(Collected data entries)
[Start of Attachment]
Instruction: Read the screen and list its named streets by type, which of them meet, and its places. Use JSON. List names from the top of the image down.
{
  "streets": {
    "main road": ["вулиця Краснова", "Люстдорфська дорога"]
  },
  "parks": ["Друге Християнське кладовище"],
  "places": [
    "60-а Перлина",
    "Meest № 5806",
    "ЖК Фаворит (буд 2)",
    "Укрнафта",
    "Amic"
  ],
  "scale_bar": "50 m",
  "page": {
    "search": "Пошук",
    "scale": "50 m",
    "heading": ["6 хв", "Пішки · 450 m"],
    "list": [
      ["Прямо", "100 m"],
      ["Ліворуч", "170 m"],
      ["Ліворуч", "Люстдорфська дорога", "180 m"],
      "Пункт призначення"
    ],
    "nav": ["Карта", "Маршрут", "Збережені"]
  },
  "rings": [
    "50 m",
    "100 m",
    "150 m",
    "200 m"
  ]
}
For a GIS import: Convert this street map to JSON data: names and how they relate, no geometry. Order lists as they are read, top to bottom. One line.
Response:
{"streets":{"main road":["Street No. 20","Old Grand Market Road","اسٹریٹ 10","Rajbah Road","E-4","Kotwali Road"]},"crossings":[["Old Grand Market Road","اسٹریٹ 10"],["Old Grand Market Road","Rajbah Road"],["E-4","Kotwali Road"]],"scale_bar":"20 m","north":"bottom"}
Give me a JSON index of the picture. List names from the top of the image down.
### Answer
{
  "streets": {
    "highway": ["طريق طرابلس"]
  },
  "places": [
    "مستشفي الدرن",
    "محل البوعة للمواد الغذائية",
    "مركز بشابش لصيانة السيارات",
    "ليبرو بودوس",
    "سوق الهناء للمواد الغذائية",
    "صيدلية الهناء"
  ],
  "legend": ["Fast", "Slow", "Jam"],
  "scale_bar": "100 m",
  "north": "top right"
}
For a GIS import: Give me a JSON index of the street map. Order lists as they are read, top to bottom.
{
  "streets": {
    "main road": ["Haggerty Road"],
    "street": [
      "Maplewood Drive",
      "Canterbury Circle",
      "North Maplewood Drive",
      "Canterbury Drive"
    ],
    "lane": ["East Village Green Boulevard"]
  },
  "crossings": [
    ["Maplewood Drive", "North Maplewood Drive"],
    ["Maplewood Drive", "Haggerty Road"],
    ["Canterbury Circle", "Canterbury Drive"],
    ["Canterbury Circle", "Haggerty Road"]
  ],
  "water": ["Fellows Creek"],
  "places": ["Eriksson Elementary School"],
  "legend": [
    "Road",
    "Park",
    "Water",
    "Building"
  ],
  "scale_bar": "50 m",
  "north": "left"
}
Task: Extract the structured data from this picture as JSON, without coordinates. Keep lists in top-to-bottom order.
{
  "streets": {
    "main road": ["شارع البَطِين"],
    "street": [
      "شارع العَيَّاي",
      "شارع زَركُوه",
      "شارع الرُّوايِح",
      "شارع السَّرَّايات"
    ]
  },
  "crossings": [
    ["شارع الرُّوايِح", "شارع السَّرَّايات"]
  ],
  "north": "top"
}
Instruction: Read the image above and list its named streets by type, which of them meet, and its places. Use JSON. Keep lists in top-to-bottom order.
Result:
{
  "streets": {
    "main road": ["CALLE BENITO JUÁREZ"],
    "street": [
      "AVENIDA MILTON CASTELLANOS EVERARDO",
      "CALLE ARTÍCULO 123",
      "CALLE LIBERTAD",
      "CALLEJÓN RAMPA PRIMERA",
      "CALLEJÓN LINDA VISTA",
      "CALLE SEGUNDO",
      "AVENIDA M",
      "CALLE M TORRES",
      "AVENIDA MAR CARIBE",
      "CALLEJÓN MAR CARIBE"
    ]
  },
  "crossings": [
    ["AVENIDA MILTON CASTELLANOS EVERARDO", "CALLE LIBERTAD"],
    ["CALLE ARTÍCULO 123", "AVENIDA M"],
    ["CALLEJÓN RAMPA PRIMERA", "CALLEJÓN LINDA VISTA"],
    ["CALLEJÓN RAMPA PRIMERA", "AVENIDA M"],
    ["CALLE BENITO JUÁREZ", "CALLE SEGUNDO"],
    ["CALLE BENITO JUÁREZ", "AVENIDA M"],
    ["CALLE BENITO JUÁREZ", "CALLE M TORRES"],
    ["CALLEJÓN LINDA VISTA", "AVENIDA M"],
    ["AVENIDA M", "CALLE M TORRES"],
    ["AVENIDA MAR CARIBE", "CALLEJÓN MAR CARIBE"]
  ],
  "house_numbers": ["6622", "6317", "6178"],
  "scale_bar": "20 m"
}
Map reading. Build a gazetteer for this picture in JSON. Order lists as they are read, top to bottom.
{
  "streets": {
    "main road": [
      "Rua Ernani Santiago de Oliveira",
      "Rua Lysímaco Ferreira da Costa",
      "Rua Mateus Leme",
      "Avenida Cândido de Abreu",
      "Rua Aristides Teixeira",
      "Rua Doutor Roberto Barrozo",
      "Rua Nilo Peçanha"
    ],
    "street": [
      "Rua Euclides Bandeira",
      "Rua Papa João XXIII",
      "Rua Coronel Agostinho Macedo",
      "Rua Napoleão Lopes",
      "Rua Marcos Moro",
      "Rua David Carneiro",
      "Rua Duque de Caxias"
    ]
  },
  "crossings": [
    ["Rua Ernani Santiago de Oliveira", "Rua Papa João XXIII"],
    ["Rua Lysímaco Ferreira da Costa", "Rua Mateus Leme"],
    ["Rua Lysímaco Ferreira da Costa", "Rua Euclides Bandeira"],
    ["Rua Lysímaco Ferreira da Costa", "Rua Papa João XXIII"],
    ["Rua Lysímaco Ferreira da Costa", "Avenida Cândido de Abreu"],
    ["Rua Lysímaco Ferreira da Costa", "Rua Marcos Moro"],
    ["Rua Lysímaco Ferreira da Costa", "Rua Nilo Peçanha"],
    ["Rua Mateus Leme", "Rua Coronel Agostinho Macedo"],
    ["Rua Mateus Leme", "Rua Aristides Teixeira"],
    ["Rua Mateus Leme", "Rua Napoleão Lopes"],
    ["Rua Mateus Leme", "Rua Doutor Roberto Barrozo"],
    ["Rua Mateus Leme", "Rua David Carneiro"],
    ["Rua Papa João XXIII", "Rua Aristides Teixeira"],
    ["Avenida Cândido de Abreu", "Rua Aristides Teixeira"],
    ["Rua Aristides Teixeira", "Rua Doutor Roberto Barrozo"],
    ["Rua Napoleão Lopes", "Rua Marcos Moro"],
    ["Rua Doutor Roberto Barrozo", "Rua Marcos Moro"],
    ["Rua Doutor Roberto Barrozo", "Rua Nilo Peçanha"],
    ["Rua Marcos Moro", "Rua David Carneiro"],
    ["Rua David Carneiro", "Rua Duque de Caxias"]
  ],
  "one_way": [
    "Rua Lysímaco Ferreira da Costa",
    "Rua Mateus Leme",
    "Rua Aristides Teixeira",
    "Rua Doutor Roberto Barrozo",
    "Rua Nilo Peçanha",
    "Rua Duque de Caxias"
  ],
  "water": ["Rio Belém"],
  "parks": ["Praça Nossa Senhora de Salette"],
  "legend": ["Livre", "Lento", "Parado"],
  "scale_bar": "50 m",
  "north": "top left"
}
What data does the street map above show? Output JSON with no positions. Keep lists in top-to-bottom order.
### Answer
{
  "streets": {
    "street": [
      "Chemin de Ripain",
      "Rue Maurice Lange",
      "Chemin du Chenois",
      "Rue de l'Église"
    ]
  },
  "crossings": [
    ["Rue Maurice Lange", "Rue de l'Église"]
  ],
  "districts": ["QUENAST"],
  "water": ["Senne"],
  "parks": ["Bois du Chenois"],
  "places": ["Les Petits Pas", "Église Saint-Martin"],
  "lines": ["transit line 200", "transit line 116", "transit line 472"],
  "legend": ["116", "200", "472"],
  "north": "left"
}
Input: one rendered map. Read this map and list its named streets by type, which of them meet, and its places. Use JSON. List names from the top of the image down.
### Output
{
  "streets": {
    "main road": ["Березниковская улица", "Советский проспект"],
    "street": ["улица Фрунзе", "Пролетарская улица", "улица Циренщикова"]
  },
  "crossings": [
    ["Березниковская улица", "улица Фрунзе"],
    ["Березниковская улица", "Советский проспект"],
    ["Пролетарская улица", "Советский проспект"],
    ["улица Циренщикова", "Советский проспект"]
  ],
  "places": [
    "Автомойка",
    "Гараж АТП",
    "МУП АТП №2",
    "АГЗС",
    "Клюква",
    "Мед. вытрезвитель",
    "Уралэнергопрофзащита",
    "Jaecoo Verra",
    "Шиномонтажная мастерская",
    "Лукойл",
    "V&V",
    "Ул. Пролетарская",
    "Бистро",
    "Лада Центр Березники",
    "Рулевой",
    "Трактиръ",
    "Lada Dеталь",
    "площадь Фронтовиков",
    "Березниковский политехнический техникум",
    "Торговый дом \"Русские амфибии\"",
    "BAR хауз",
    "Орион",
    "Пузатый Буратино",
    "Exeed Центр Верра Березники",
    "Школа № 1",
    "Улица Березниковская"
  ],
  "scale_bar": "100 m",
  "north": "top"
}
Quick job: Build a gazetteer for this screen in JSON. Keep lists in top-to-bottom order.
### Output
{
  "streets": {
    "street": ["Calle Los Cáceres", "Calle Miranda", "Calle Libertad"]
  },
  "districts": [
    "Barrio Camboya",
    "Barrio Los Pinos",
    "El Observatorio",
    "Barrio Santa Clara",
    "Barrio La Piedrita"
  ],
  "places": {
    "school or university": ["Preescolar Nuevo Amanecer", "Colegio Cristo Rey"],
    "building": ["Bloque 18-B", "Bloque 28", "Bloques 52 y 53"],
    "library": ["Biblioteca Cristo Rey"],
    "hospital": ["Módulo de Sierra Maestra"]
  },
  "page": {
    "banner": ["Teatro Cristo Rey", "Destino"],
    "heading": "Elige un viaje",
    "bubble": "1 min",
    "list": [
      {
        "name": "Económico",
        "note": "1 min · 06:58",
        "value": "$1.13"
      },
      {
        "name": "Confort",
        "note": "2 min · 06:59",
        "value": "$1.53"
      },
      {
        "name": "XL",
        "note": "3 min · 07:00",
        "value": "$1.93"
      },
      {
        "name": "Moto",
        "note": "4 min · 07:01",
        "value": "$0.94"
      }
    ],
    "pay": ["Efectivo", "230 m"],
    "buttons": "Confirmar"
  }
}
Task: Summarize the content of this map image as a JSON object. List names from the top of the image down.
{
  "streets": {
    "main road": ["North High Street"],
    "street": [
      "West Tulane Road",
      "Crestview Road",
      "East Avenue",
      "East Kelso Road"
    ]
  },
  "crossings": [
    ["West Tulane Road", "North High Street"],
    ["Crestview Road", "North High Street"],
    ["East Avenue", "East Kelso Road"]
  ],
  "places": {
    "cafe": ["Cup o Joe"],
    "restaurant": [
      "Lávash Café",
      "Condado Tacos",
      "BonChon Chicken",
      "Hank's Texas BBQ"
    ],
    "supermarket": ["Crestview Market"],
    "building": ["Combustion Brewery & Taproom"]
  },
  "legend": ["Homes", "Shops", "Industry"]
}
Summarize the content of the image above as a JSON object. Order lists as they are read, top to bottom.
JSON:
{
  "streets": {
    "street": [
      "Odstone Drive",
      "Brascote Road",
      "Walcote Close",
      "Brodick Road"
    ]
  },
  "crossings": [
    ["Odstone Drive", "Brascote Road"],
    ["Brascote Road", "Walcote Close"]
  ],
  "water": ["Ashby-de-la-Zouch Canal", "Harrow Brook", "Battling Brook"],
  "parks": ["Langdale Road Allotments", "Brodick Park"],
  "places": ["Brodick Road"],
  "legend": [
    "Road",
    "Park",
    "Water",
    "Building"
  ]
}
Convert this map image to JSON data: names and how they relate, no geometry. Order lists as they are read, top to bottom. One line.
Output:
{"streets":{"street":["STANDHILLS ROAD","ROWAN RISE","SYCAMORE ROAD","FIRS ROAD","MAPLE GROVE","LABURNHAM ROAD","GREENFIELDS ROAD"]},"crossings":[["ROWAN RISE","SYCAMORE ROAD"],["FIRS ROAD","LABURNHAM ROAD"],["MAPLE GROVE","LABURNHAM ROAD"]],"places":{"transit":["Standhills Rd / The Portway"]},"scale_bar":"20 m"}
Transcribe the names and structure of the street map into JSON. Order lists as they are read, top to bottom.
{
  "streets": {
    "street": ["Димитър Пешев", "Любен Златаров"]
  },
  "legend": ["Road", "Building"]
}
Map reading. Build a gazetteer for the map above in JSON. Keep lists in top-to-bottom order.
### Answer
[End of Attachment]
Filter the entries down to the lines with the word "Convert" in them, and copy those lines.

## Answer to this exercise:
For a GIS import: Convert this street map to JSON data: names and how they relate, no geometry. Order lists as they are read, top to bottom. One line.
Convert this map image to JSON data: names and how they relate, no geometry. Order lists as they are read, top to bottom. One line.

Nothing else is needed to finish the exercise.